Une pénurie de capacité auto-infligée force Microsoft à recourir à une énergie hors réseau coûteuse, menaçant à la fois ses marges bénéficiaires et ses objectifs climatiques.
Une décision stratégique de la directrice financière de Microsoft de suspendre la construction de centres de données a cédé un avantage crucial dans la course aux armements de l'IA à ses rivaux Google et Oracle, forçant le géant du logiciel à une course coûteuse pour obtenir plus de 4,75 gigawatts d'énergie privée. Ce mouvement, motivé par des préoccupations budgétaires, a conduit à une pénurie reconnue de la capacité cloud Azure de Microsoft, entravant potentiellement sa capacité à capitaliser sur l'explosion de la demande en IA.
« Je pensais que nous pourrions rattraper notre retard, mais nous n'y sommes pas parvenus », a admis Amy Hood, directrice financière de Microsoft, lors d'une conférence téléphonique sur les résultats, reconnaissant que l'activité cloud Azure sera confrontée à des contraintes de capacité au moins jusqu'à la fin de l'exercice fiscal actuel en juin.

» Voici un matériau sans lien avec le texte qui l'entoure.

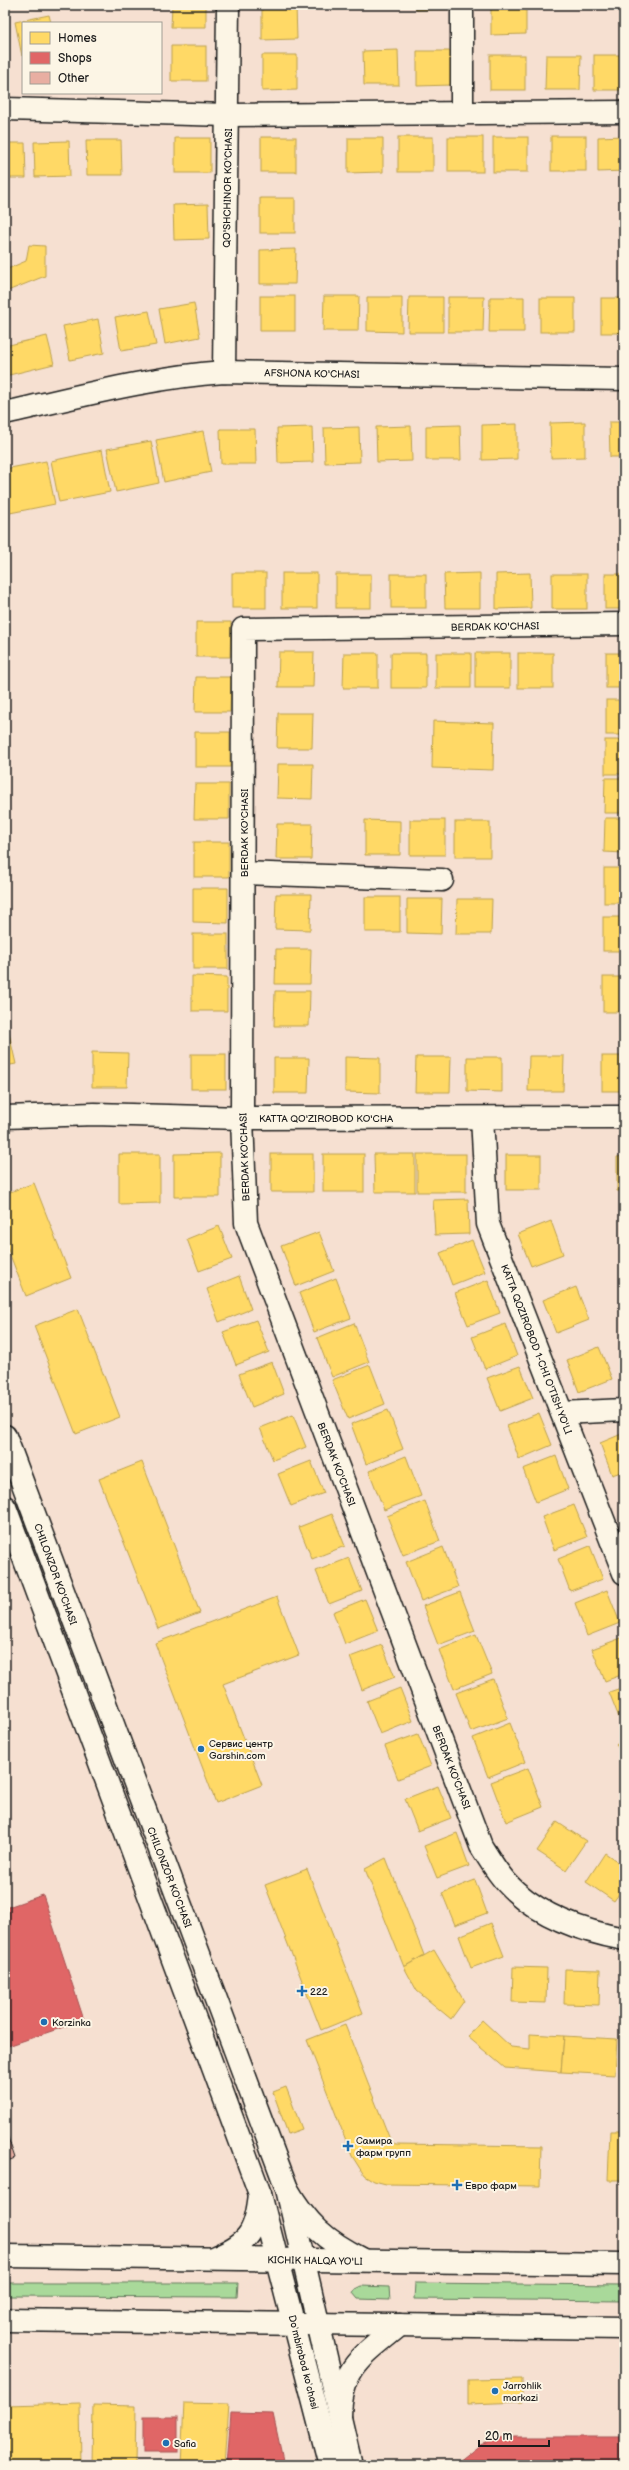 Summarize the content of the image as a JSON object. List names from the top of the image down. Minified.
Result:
{"streets":{"main road":["QO'SHCHINOR KO'CHASI","AFSHONA KO'CHASI","BERDAK KO'CHASI","KATTA QO'ZIROBOD KO'CHA","KATTA QOZIROBOD 1-CHI O'TISH YO'LI","CHILONZOR KO'CHASI","KICHIK HALQA YO'LI","Doʻmbirobod koʻchasi"]},"crossings":[["QO'SHCHINOR KO'CHASI","AFSHONA KO'CHASI"],["BERDAK KO'CHASI","KATTA QO'ZIROBOD KO'CHA"],["KATTA QO'ZIROBOD KO'CHA","KATTA QOZIROBOD 1-CHI O'TISH YO'LI"],["CHILONZOR KO'CHASI","KICHIK HALQA YO'LI"],["KICHIK HALQA YO'LI","Doʻmbirobod koʻchasi"]],"places":{"other":["Сервис центр Garshin.com","Korzinka","Jarrohlik markazi","Safia"],"health":["222","Самира фарм групп","Евро фарм"]},"legend":["Homes","Shops","Other"],"scale_bar":"20 m"}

La pause de 2024, déclenchée par des dépenses d'investissement approchant un plafond de 80 milliards de dollars pour l'exercice, a conduit Microsoft à abandonner ou à retarder plusieurs projets, permettant à ses concurrents de s'emparer de créneaux précieux d'accès au réseau. Selon un rapport de The Information, Oracle a raflé des capacités électriques dans le Wisconsin pour un projet lié à OpenAI, tandis que Google a accéléré ses propres développements de campus dans l'Indiana pendant que Microsoft hésitait.
Cette erreur pourrait freiner la croissance des revenus dans le segment à forte marge d'Azure et force désormais Microsoft à se lancer dans des projets plus coûteux et dépendants des combustibles fossiles, ce qui pèse sur la rentabilité et crée des tensions avec son engagement public en faveur de l'énergie propre. « La stratégie d'infrastructure mondiale de Microsoft repose sur la flexibilité et l'optionalité », a déclaré Alistair Speirs, directeur général de l'infrastructure Azure, en réponse au rapport.
De leader à suiveur
À l'aube du boom de l'IA générative, Microsoft occupait une position enviable avec un portefeuille de sites de centres de données soutenus par 9 gigawatts d'électricité, soit l'équivalent de la production de neuf réacteurs nucléaires. Cependant, la décision de Hood de réduire les dépenses a forcé l'équipe énergétique de l'entreprise à abandonner ses positions avantageuses dans les files d'attente de connexion au réseau, un processus qui peut prendre des années. Ce changement stratégique a entraîné des perturbations internes, culminant avec le départ du haut responsable de l'énergie Bobby Hollis en mars.
Un pivot coûteux vers le gaz naturel
Pour combler le déficit de capacité, Microsoft se tourne désormais vers des centres de données hors réseau alimentés au gaz naturel. L'entreprise a signé un accord avec Crusoe Energy pour un complexe de 900 mégawatts au Texas et est en négociations exclusives pour un site de 2,5 gigawatts dans le bassin permien. Un autre accord préliminaire avec Nscale en Virginie-Occidentale vise à fournir 1,35 gigawatt pour les puces haut de gamme de Nvidia. Ces solutions d'énergie privée sont généralement plus coûteuses que l'électricité fournie par le réseau et vont à l'encontre des objectifs climatiques de Microsoft.
La course pour regagner de l'élan
Malgré ce revers, Microsoft tente agressivement de regagner le terrain perdu. L'entreprise accélère ses plans d'expansion aux États-Unis et réalise des investissements importants en Europe, notamment une offensive de 30 milliards de dollars au Royaume-Uni. Dans certains cas, l'entreprise propose des conditions plus favorables aux communautés locales pour surmonter les oppositions, un responsable municipal de l'Indiana notant que les nouvelles contributions fiscales de Microsoft pourraient « doubler, voire tripler » le budget de la ville.
Bien que la pause initiale ait pu transférer certains risques de développement à des partenaires, elle a indéniablement placé Microsoft dans une position réactive. Les investisseurs surveilleront si l'augmentation des dépenses d'investissement dans l'énergie privée érode les marges d'Azure et si l'entreprise peut combler l'écart de capacité d'IA avec Google, qui a maintenu son rythme d'expansion. Ce mouvement place l'action Microsoft, qui se négocie avec une prime, sous haute surveillance alors que les coûts réels de cette erreur stratégique apparaissent clairement.
Cet article est fourni à titre informatif uniquement et ne constitue pas un conseil en investissement.